▶ [How to complete this task]: For the records below, print the lines from the line with "M 162,862 L" through the line with "M 317,50 L 317,67 L 311,65 Z" exactly as written; include both end lines and exclude the rest.

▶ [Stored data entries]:
━━━━

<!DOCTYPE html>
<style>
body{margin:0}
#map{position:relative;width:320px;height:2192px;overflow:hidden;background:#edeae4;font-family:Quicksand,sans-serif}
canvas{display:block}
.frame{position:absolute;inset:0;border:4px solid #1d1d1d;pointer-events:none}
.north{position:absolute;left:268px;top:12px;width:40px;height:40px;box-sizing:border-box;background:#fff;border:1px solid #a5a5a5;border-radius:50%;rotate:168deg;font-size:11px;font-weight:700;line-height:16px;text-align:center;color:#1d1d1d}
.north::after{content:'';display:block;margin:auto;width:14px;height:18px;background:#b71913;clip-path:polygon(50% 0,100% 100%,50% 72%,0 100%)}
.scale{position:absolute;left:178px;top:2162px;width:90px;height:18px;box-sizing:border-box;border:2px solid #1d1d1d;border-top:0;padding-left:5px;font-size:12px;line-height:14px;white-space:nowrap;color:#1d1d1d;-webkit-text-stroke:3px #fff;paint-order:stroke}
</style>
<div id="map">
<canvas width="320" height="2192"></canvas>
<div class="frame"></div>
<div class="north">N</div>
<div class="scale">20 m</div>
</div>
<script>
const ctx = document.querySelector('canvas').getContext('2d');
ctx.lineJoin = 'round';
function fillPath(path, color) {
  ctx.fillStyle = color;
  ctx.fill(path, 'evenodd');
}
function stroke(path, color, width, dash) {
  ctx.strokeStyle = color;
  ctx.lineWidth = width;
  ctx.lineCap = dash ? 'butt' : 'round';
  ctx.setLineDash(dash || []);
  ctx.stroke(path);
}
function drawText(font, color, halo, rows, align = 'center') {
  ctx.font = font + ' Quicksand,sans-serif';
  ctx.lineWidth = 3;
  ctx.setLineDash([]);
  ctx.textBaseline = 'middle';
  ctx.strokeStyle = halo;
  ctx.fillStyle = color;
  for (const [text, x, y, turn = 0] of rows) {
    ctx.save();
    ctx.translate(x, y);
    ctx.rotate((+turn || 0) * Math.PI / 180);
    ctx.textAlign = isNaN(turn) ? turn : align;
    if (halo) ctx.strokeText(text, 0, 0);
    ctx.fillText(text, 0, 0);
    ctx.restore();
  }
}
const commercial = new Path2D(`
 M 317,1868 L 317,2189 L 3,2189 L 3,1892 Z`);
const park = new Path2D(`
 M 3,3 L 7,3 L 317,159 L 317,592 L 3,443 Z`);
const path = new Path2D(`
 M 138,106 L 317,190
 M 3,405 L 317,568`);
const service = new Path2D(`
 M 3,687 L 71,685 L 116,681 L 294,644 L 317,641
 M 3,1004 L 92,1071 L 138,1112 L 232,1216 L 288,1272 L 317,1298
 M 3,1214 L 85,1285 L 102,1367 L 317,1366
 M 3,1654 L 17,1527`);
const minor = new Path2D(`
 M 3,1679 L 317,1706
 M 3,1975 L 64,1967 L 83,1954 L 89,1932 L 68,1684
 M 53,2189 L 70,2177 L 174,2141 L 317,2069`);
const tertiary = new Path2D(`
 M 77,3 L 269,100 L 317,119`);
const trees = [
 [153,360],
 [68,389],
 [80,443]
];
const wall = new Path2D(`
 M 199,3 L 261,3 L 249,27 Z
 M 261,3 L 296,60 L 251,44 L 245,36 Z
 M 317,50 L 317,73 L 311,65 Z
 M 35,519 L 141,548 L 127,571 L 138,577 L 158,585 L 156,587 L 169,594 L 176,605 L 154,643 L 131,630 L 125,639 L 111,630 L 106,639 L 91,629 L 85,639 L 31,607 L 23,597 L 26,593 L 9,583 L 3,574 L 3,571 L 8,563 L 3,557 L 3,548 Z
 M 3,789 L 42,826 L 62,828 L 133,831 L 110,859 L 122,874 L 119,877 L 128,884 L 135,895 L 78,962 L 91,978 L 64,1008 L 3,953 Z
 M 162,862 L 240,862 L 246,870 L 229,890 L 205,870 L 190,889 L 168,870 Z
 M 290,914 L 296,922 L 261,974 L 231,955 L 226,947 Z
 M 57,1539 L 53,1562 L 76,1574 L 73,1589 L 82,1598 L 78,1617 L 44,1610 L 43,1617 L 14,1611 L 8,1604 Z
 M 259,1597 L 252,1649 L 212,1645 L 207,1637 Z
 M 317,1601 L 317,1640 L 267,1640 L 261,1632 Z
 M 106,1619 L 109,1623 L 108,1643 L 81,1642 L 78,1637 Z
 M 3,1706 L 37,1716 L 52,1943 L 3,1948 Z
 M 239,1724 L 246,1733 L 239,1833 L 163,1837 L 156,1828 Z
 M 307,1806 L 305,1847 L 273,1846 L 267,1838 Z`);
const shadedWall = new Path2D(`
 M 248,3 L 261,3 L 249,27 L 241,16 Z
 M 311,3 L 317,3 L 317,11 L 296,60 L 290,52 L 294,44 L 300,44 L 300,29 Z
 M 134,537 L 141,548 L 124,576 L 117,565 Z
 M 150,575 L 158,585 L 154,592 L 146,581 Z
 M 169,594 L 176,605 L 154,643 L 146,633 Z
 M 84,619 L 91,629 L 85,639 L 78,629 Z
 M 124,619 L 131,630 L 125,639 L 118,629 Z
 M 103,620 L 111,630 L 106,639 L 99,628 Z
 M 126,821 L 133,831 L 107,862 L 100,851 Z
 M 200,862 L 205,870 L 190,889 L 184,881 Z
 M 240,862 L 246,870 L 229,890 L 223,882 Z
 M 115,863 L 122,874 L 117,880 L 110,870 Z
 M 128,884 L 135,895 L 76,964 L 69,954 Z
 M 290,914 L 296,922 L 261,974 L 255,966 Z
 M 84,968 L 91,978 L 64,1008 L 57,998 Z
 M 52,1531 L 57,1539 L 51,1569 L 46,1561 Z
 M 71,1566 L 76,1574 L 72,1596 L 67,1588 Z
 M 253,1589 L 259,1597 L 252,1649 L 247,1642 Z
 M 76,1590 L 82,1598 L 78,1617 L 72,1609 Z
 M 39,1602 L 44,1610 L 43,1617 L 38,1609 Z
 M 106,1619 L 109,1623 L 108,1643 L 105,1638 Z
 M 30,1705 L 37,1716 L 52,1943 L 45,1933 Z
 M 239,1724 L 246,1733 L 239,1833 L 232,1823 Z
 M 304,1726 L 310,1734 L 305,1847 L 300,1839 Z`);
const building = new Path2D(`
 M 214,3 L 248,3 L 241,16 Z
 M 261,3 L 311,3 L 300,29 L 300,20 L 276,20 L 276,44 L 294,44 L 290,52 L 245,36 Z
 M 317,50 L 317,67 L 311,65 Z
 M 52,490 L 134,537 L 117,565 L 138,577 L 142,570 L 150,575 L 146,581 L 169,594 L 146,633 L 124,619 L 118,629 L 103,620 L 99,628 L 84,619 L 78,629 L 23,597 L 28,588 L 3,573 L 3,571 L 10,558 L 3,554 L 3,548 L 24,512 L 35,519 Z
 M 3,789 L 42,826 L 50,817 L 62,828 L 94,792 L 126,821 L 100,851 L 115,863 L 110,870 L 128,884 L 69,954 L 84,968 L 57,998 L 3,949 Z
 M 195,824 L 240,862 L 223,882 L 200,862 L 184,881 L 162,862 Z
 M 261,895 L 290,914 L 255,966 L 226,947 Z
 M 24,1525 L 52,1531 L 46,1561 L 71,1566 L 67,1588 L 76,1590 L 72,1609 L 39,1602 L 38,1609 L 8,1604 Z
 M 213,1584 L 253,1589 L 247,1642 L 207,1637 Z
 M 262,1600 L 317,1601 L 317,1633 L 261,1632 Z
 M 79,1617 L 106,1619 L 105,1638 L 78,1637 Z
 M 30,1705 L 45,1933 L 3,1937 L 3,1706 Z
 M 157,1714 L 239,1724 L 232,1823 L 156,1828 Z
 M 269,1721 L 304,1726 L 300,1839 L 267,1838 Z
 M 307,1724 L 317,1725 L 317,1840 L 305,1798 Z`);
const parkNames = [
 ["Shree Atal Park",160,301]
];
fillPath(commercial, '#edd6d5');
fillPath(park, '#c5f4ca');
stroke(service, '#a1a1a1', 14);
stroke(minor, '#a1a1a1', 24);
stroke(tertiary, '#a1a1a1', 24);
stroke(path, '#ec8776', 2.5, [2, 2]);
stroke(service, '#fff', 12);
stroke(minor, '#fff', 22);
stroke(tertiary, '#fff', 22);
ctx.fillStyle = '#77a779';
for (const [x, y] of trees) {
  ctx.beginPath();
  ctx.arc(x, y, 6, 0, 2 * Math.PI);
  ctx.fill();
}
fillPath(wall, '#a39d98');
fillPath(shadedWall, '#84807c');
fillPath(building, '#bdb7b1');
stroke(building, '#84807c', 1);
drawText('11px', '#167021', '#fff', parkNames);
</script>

━━━━

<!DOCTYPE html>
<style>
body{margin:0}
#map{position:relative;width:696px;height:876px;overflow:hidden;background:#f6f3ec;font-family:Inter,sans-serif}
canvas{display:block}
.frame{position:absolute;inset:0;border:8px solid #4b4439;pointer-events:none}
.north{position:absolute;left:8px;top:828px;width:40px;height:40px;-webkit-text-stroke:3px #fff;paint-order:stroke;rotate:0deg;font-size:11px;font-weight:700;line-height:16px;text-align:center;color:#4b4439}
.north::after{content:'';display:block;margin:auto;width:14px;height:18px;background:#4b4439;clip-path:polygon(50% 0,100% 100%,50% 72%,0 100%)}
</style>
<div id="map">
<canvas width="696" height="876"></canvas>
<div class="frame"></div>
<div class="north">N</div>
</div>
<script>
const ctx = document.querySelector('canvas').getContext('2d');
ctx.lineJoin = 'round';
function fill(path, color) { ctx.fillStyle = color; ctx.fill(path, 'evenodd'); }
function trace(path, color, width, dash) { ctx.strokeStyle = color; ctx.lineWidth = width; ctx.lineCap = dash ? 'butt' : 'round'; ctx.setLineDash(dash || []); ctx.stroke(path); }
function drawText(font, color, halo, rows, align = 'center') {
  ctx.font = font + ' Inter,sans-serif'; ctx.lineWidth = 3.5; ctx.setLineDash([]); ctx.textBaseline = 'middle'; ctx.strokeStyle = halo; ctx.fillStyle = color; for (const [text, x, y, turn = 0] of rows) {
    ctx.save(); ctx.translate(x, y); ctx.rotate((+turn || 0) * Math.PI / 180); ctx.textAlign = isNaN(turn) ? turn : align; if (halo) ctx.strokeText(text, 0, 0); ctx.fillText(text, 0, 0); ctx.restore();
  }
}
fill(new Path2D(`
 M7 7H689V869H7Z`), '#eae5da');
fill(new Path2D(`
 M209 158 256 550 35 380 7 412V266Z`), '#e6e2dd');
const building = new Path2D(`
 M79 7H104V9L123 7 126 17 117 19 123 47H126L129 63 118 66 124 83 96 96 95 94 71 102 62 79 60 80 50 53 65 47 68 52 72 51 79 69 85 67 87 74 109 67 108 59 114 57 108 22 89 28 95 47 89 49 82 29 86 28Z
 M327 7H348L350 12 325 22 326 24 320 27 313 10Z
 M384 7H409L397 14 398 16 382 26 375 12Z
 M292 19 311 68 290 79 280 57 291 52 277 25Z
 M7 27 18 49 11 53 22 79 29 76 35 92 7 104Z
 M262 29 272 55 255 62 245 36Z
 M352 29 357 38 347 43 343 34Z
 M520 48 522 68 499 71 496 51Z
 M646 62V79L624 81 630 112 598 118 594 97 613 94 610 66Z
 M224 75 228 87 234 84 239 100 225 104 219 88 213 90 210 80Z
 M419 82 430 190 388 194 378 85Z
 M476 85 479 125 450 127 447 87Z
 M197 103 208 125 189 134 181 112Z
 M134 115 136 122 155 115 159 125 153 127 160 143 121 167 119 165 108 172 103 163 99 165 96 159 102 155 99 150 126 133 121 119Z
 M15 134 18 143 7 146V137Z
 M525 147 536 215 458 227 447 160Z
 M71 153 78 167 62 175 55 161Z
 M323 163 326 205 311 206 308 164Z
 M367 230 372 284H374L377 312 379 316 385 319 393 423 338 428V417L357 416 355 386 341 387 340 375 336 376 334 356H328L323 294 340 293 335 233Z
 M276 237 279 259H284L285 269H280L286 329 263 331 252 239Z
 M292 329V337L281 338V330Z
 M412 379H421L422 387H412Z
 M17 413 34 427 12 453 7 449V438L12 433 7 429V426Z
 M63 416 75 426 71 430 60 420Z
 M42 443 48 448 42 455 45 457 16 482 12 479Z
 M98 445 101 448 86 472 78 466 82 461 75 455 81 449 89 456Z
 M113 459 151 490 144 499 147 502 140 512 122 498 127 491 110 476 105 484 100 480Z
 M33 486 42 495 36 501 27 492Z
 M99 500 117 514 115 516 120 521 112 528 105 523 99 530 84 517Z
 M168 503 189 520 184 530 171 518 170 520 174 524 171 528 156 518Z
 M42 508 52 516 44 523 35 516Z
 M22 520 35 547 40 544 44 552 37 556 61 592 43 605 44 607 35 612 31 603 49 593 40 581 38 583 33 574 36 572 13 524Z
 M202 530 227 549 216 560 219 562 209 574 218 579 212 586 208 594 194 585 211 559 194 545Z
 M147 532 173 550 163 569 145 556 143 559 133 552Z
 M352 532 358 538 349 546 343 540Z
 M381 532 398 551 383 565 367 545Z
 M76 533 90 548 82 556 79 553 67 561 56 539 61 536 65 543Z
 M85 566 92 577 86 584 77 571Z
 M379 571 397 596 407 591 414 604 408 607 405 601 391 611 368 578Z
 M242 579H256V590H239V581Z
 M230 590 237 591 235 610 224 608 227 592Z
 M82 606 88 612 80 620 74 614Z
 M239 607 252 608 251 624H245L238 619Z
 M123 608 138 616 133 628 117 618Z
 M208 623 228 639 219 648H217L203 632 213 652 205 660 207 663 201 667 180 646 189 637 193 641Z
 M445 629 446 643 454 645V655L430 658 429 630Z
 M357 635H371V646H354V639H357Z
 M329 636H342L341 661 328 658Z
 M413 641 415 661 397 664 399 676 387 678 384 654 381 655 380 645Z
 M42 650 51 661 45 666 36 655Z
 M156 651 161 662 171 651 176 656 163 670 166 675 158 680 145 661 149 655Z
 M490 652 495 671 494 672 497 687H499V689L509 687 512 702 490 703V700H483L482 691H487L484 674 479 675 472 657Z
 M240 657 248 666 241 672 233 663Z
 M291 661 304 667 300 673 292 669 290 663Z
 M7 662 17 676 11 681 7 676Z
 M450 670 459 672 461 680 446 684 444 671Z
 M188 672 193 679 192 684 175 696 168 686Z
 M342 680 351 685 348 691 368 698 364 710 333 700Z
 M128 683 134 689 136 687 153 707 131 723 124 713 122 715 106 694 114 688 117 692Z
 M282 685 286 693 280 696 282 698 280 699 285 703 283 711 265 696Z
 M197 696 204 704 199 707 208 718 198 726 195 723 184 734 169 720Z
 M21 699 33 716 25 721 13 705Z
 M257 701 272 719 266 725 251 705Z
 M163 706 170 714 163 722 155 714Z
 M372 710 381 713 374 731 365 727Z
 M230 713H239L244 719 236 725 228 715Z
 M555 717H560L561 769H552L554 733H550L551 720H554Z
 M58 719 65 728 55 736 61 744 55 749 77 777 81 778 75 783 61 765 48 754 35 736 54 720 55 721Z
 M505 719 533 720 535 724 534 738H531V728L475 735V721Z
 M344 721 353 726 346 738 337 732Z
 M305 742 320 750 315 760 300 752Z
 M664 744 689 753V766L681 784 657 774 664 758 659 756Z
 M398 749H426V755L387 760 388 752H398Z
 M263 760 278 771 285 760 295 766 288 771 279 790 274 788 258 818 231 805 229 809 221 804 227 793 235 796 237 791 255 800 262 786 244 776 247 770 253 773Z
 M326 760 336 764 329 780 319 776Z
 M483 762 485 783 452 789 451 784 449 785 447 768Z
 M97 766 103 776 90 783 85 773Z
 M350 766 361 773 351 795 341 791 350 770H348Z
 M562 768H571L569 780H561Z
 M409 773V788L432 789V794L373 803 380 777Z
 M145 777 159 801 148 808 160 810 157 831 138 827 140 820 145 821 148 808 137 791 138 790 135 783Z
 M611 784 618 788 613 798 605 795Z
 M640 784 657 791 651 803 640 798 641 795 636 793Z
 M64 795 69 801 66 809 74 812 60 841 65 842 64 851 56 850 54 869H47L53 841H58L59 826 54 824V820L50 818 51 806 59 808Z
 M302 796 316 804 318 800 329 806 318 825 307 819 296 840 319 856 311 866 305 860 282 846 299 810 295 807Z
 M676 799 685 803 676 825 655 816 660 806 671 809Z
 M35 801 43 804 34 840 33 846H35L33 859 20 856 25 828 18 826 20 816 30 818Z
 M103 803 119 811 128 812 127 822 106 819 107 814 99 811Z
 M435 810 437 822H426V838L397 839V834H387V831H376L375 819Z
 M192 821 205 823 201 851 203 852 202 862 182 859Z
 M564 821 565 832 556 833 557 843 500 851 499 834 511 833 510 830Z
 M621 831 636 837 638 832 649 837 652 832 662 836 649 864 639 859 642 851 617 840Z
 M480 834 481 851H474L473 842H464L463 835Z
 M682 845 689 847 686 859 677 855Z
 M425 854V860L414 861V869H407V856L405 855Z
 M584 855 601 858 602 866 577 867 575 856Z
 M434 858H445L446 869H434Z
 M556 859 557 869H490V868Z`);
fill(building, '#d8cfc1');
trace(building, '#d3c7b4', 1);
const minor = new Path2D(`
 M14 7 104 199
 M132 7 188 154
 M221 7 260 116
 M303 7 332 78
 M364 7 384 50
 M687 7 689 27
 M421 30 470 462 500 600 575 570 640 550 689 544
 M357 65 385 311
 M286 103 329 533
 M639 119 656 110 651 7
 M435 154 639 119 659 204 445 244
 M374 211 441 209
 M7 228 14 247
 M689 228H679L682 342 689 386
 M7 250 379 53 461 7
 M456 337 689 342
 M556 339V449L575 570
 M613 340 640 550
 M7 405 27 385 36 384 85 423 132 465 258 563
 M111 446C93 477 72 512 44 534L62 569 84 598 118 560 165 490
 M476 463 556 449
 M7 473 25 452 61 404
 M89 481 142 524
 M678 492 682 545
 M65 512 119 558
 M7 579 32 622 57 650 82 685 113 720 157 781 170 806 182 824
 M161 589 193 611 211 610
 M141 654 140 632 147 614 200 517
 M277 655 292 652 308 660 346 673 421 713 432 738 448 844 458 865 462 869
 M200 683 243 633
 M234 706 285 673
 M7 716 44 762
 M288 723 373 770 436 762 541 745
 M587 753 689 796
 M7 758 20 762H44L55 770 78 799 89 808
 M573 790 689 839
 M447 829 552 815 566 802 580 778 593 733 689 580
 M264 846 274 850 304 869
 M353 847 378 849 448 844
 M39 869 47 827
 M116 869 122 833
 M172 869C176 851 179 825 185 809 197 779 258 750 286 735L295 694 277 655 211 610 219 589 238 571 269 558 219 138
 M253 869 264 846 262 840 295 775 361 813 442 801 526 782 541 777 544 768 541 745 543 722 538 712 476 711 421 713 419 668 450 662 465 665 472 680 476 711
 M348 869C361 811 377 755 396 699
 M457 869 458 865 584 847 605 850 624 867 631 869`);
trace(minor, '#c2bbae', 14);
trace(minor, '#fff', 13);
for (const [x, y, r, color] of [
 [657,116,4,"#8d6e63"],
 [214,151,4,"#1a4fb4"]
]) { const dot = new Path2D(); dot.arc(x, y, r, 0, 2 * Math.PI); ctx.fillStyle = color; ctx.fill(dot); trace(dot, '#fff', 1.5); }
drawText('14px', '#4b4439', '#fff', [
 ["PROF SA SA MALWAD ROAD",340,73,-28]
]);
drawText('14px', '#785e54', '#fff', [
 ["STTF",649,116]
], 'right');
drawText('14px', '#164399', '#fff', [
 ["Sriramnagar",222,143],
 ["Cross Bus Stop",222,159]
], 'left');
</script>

━━━━

▶ [Response to the task]:
 M 162,862 L 240,862 L 246,870 L 229,890 L 205,870 L 190,889 L 168,870 Z
 M 290,914 L 296,922 L 261,974 L 231,955 L 226,947 Z
 M 57,1539 L 53,1562 L 76,1574 L 73,1589 L 82,1598 L 78,1617 L 44,1610 L 43,1617 L 14,1611 L 8,1604 Z
 M 259,1597 L 252,1649 L 212,1645 L 207,1637 Z
 M 317,1601 L 317,1640 L 267,1640 L 261,1632 Z
 M 106,1619 L 109,1623 L 108,1643 L 81,1642 L 78,1637 Z
 M 3,1706 L 37,1716 L 52,1943 L 3,1948 Z
 M 239,1724 L 246,1733 L 239,1833 L 163,1837 L 156,1828 Z
 M 307,1806 L 305,1847 L 273,1846 L 267,1838 Z`);
const shadedWall = new Path2D(`
 M 248,3 L 261,3 L 249,27 L 241,16 Z
 M 311,3 L 317,3 L 317,11 L 296,60 L 290,52 L 294,44 L 300,44 L 300,29 Z
 M 134,537 L 141,548 L 124,576 L 117,565 Z
 M 150,575 L 158,585 L 154,592 L 146,581 Z
 M 169,594 L 176,605 L 154,643 L 146,633 Z
 M 84,619 L 91,629 L 85,639 L 78,629 Z
 M 124,619 L 131,630 L 125,639 L 118,629 Z
 M 103,620 L 111,630 L 106,639 L 99,628 Z
 M 126,821 L 133,831 L 107,862 L 100,851 Z
 M 200,862 L 205,870 L 190,889 L 184,881 Z
 M 240,862 L 246,870 L 229,890 L 223,882 Z
 M 115,863 L 122,874 L 117,880 L 110,870 Z
 M 128,884 L 135,895 L 76,964 L 69,954 Z
 M 290,914 L 296,922 L 261,974 L 255,966 Z
 M 84,968 L 91,978 L 64,1008 L 57,998 Z
 M 52,1531 L 57,1539 L 51,1569 L 46,1561 Z
 M 71,1566 L 76,1574 L 72,1596 L 67,1588 Z
 M 253,1589 L 259,1597 L 252,1649 L 247,1642 Z
 M 76,1590 L 82,1598 L 78,1617 L 72,1609 Z
 M 39,1602 L 44,1610 L 43,1617 L 38,1609 Z
 M 106,1619 L 109,1623 L 108,1643 L 105,1638 Z
 M 30,1705 L 37,1716 L 52,1943 L 45,1933 Z
 M 239,1724 L 246,1733 L 239,1833 L 232,1823 Z
 M 304,1726 L 310,1734 L 305,1847 L 300,1839 Z`);
const building = new Path2D(`
 M 214,3 L 248,3 L 241,16 Z
 M 261,3 L 311,3 L 300,29 L 300,20 L 276,20 L 276,44 L 294,44 L 290,52 L 245,36 Z
 M 317,50 L 317,67 L 311,65 Z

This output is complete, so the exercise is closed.